Tag Archives: Ray Bradbury

The Intel: CJ Lyons

CJLyonsbookphotoLOResCJ Lyons is the bestselling author of seven Lucy Guardino thrillers, and the latest, Last Light, sees her heroine leaving the FBI to join the Beacon Group, a firm that specializes in cold cases and brings justice to forgotten victims.

Lucy is partnered with TK O’Connor, an army veteran struggling with her transition to ordinary life and they’re soon led to rural Texas to investigate their first case: the murder of Lily Martin and her young child in 1987. The convicted killers have been behind bars for the past twenty-nine years. But who really killed Lily Martin and her infant daughter? And what price will Lucy pay to expose a truth people will kill to keep buried?

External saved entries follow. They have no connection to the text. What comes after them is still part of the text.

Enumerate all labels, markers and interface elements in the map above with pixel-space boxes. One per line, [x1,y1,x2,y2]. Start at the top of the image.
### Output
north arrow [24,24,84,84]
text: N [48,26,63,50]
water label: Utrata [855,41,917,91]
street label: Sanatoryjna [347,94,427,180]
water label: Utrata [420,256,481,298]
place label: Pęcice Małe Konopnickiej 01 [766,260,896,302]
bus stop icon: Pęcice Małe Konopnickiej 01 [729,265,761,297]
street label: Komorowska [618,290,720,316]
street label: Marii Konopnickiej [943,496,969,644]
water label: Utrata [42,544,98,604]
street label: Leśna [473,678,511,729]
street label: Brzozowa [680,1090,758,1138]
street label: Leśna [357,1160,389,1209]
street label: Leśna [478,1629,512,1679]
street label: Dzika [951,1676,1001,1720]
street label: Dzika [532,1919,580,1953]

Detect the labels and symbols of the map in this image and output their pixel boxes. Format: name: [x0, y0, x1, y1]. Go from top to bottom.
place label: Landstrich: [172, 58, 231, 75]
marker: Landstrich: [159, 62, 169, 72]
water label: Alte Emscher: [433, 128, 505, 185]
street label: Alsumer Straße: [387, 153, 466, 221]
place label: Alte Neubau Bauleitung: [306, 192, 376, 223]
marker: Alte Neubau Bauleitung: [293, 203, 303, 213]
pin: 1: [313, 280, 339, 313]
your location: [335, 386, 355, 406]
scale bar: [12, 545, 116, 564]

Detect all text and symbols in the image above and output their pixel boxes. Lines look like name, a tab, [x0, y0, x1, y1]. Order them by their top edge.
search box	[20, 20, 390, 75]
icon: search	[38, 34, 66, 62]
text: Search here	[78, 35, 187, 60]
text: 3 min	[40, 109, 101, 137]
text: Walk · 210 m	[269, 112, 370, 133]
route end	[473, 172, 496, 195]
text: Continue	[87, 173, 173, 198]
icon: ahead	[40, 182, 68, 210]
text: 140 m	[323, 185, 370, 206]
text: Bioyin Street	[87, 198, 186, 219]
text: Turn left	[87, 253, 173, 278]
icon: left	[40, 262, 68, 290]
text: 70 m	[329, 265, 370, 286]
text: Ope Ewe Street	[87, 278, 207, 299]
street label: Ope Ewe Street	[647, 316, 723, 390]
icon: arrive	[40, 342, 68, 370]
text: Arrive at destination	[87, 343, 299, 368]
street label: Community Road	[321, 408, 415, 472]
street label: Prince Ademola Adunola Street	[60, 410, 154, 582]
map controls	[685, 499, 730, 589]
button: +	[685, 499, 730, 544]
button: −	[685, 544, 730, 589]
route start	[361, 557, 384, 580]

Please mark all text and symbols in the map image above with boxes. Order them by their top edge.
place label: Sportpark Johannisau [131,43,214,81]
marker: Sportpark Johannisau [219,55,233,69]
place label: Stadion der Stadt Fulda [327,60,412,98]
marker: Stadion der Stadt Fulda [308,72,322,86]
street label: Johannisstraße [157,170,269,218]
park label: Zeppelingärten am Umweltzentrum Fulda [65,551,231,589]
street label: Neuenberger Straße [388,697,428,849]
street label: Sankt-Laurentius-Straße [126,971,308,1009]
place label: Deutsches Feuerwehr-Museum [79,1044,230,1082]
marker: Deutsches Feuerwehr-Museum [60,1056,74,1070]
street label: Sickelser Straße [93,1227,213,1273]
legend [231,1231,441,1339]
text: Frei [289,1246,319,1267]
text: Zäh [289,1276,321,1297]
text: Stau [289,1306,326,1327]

CJ is a paediatric ER doctor turned New York Times bestselling author of twenty-nine novels — her ‘Thrillers With A Heart’ have notched up with sales of over 2 million. She’s assisted police and prosecutors with cases and has worked in numerous trauma centres, on a Navajo reservation, as a crisis counsellor, victim advocate, as well as a flight physician for Life Flight and Stat Medevac.

She’s had a fascinating career, as a medic and a novelist, and in this insightful intel interview CJ discusses her indomitable heroine, our fascination with cold cases, how she picked herself up when her dream debut ended in disaster, and the piece of writing advice that Jeffery Deaver gave her…

Tell us about Lucy Guardino…

I created Lucy because I was tired of reading thrillers featuring female FBI agents who were driven by angst, fleeing demons, fighting addiction, stalked by serial killers, or with dark, forbidden secrets, etc.–all things that would never allow them to do their job effectively in the real world.

As a woman who has always worked in a male dominated field (Emergency Medicine), I wanted to create a main character I could relate to. Someone facing the same kind of struggles balancing work and family and who felt “real.”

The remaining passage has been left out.